Task item: Output each record exactly, with nothing omitted.

Source information:
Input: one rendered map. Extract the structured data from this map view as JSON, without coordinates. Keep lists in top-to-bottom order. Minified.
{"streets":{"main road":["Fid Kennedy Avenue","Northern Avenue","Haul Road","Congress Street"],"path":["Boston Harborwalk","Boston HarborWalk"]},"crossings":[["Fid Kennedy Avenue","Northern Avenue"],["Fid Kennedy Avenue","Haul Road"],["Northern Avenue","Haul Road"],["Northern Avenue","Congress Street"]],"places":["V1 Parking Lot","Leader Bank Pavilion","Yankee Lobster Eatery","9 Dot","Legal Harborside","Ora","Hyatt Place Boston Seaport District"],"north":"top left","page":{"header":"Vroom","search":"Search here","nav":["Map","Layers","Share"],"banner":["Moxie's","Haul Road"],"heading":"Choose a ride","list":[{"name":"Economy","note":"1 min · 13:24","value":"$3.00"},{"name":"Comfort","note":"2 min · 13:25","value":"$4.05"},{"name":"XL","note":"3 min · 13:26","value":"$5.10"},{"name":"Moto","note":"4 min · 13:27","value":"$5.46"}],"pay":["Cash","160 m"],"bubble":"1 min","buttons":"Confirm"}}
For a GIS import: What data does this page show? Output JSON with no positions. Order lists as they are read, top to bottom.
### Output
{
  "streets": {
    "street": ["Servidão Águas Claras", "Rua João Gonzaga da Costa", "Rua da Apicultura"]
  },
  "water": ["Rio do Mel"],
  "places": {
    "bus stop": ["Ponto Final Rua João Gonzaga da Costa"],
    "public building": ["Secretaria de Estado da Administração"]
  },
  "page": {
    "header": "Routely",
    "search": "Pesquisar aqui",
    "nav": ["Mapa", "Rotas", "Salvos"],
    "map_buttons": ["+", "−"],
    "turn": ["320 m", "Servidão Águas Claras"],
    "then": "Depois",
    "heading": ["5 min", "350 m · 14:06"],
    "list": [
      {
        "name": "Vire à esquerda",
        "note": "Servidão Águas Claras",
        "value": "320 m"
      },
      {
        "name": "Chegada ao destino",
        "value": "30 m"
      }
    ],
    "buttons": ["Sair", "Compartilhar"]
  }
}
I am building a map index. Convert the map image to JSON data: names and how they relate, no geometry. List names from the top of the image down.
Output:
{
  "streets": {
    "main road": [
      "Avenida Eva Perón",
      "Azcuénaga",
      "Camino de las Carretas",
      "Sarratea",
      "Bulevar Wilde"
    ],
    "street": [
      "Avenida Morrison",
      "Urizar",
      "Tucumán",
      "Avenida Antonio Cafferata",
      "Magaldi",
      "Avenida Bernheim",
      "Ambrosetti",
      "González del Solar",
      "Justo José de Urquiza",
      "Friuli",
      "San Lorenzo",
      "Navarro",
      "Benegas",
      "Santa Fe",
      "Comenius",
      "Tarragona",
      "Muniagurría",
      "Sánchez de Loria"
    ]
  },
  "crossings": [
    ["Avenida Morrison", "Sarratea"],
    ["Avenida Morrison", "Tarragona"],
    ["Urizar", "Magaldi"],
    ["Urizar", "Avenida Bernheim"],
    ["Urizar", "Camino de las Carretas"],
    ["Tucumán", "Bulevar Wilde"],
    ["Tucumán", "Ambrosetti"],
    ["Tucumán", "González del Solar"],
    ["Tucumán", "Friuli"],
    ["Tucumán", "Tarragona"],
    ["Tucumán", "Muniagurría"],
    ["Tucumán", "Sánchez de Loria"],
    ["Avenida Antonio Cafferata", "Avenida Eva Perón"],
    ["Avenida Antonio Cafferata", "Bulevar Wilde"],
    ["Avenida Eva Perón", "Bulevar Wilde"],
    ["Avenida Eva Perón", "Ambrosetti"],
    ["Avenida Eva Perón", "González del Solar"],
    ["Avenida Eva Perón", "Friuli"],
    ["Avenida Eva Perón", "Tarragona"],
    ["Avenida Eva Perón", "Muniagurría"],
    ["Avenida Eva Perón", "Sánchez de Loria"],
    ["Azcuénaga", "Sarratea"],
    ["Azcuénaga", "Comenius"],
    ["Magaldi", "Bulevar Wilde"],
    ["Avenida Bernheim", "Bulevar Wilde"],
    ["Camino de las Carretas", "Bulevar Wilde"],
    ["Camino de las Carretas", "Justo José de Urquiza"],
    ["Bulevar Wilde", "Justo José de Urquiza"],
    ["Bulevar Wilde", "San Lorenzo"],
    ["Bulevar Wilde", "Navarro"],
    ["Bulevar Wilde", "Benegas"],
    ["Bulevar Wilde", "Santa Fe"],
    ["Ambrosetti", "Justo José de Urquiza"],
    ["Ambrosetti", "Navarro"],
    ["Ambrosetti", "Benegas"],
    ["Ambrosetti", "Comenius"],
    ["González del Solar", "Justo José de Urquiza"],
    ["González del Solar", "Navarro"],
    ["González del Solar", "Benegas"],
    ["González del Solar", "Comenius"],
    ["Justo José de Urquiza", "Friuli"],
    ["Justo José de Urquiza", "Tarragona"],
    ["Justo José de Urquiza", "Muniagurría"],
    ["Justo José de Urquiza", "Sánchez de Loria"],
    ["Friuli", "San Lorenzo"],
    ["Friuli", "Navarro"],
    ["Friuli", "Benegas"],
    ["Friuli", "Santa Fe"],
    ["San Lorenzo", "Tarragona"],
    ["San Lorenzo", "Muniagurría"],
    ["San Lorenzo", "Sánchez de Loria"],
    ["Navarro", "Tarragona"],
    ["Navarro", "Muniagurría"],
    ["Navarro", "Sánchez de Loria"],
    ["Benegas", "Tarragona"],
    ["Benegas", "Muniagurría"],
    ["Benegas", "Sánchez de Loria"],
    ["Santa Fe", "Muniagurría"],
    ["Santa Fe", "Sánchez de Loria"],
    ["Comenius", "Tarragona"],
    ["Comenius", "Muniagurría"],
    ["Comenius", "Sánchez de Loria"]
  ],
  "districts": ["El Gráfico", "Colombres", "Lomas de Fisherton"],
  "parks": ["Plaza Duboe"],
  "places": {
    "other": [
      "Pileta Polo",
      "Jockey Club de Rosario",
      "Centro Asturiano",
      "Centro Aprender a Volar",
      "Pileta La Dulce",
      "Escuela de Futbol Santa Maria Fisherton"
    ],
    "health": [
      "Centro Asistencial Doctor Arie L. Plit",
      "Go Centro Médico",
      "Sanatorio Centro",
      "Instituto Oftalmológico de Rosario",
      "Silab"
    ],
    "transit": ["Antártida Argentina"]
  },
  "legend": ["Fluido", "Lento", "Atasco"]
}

Your response:
Input: one rendered map. Extract the structured data from this map view as JSON, without coordinates. Keep lists in top-to-bottom order. Minified.
{"streets":{"main road":["Fid Kennedy Avenue","Northern Avenue","Haul Road","Congress Street"],"path":["Boston Harborwalk","Boston HarborWalk"]},"crossings":[["Fid Kennedy Avenue","Northern Avenue"],["Fid Kennedy Avenue","Haul Road"],["Northern Avenue","Haul Road"],["Northern Avenue","Congress Street"]],"places":["V1 Parking Lot","Leader Bank Pavilion","Yankee Lobster Eatery","9 Dot","Legal Harborside","Ora","Hyatt Place Boston Seaport District"],"north":"top left","page":{"header":"Vroom","search":"Search here","nav":["Map","Layers","Share"],"banner":["Moxie's","Haul Road"],"heading":"Choose a ride","list":[{"name":"Economy","note":"1 min · 13:24","value":"$3.00"},{"name":"Comfort","note":"2 min · 13:25","value":"$4.05"},{"name":"XL","note":"3 min · 13:26","value":"$5.10"},{"name":"Moto","note":"4 min · 13:27","value":"$5.46"}],"pay":["Cash","160 m"],"bubble":"1 min","buttons":"Confirm"}}
For a GIS import: What data does this page show? Output JSON with no positions. Order lists as they are read, top to bottom.
### Output
{
  "streets": {
    "street": ["Servidão Águas Claras", "Rua João Gonzaga da Costa", "Rua da Apicultura"]
  },
  "water": ["Rio do Mel"],
  "places": {
    "bus stop": ["Ponto Final Rua João Gonzaga da Costa"],
    "public building": ["Secretaria de Estado da Administração"]
  },
  "page": {
    "header": "Routely",
    "search": "Pesquisar aqui",
    "nav": ["Mapa", "Rotas", "Salvos"],
    "map_buttons": ["+", "−"],
    "turn": ["320 m", "Servidão Águas Claras"],
    "then": "Depois",
    "heading": ["5 min", "350 m · 14:06"],
    "list": [
      {
        "name": "Vire à esquerda",
        "note": "Servidão Águas Claras",
        "value": "320 m"
      },
      {
        "name": "Chegada ao destino",
        "value": "30 m"
      }
    ],
    "buttons": ["Sair", "Compartilhar"]
  }
}
I am building a map index. Convert the map image to JSON data: names and how they relate, no geometry. List names from the top of the image down.
Output:
{
  "streets": {
    "main road": [
      "Avenida Eva Perón",
      "Azcuénaga",
      "Camino de las Carretas",
      "Sarratea",
      "Bulevar Wilde"
    ],
    "street": [
      "Avenida Morrison",
      "Urizar",
      "Tucumán",
      "Avenida Antonio Cafferata",
      "Magaldi",
      "Avenida Bernheim",
      "Ambrosetti",
      "González del Solar",
      "Justo José de Urquiza",
      "Friuli",
      "San Lorenzo",
      "Navarro",
      "Benegas",
      "Santa Fe",
      "Comenius",
      "Tarragona",
      "Muniagurría",
      "Sánchez de Loria"
    ]
  },
  "crossings": [
    ["Avenida Morrison", "Sarratea"],
    ["Avenida Morrison", "Tarragona"],
    ["Urizar", "Magaldi"],
    ["Urizar", "Avenida Bernheim"],
    ["Urizar", "Camino de las Carretas"],
    ["Tucumán", "Bulevar Wilde"],
    ["Tucumán", "Ambrosetti"],
    ["Tucumán", "González del Solar"],
    ["Tucumán", "Friuli"],
    ["Tucumán", "Tarragona"],
    ["Tucumán", "Muniagurría"],
    ["Tucumán", "Sánchez de Loria"],
    ["Avenida Antonio Cafferata", "Avenida Eva Perón"],
    ["Avenida Antonio Cafferata", "Bulevar Wilde"],
    ["Avenida Eva Perón", "Bulevar Wilde"],
    ["Avenida Eva Perón", "Ambrosetti"],
    ["Avenida Eva Perón", "González del Solar"],
    ["Avenida Eva Perón", "Friuli"],
    ["Avenida Eva Perón", "Tarragona"],
    ["Avenida Eva Perón", "Muniagurría"],
    ["Avenida Eva Perón", "Sánchez de Loria"],
    ["Azcuénaga", "Sarratea"],
    ["Azcuénaga", "Comenius"],
    ["Magaldi", "Bulevar Wilde"],
    ["Avenida Bernheim", "Bulevar Wilde"],
    ["Camino de las Carretas", "Bulevar Wilde"],
    ["Camino de las Carretas", "Justo José de Urquiza"],
    ["Bulevar Wilde", "Justo José de Urquiza"],
    ["Bulevar Wilde", "San Lorenzo"],
    ["Bulevar Wilde", "Navarro"],
    ["Bulevar Wilde", "Benegas"],
    ["Bulevar Wilde", "Santa Fe"],
    ["Ambrosetti", "Justo José de Urquiza"],
    ["Ambrosetti", "Navarro"],
    ["Ambrosetti", "Benegas"],
    ["Ambrosetti", "Comenius"],
    ["González del Solar", "Justo José de Urquiza"],
    ["González del Solar", "Navarro"],
    ["González del Solar", "Benegas"],
    ["González del Solar", "Comenius"],
    ["Justo José de Urquiza", "Friuli"],
    ["Justo José de Urquiza", "Tarragona"],
    ["Justo José de Urquiza", "Muniagurría"],
    ["Justo José de Urquiza", "Sánchez de Loria"],
    ["Friuli", "San Lorenzo"],
    ["Friuli", "Navarro"],
    ["Friuli", "Benegas"],
    ["Friuli", "Santa Fe"],
    ["San Lorenzo", "Tarragona"],
    ["San Lorenzo", "Muniagurría"],
    ["San Lorenzo", "Sánchez de Loria"],
    ["Navarro", "Tarragona"],
    ["Navarro", "Muniagurría"],
    ["Navarro", "Sánchez de Loria"],
    ["Benegas", "Tarragona"],
    ["Benegas", "Muniagurría"],
    ["Benegas", "Sánchez de Loria"],
    ["Santa Fe", "Muniagurría"],
    ["Santa Fe", "Sánchez de Loria"],
    ["Comenius", "Tarragona"],
    ["Comenius", "Muniagurría"],
    ["Comenius", "Sánchez de Loria"]
  ],
  "districts": ["El Gráfico", "Colombres", "Lomas de Fisherton"],
  "parks": ["Plaza Duboe"],
  "places": {
    "other": [
      "Pileta Polo",
      "Jockey Club de Rosario",
      "Centro Asturiano",
      "Centro Aprender a Volar",
      "Pileta La Dulce",
      "Escuela de Futbol Santa Maria Fisherton"
    ],
    "health": [
      "Centro Asistencial Doctor Arie L. Plit",
      "Go Centro Médico",
      "Sanatorio Centro",
      "Instituto Oftalmológico de Rosario",
      "Silab"
    ],
    "transit": ["Antártida Argentina"]
  },
  "legend": ["Fluido", "Lento", "Atasco"]
}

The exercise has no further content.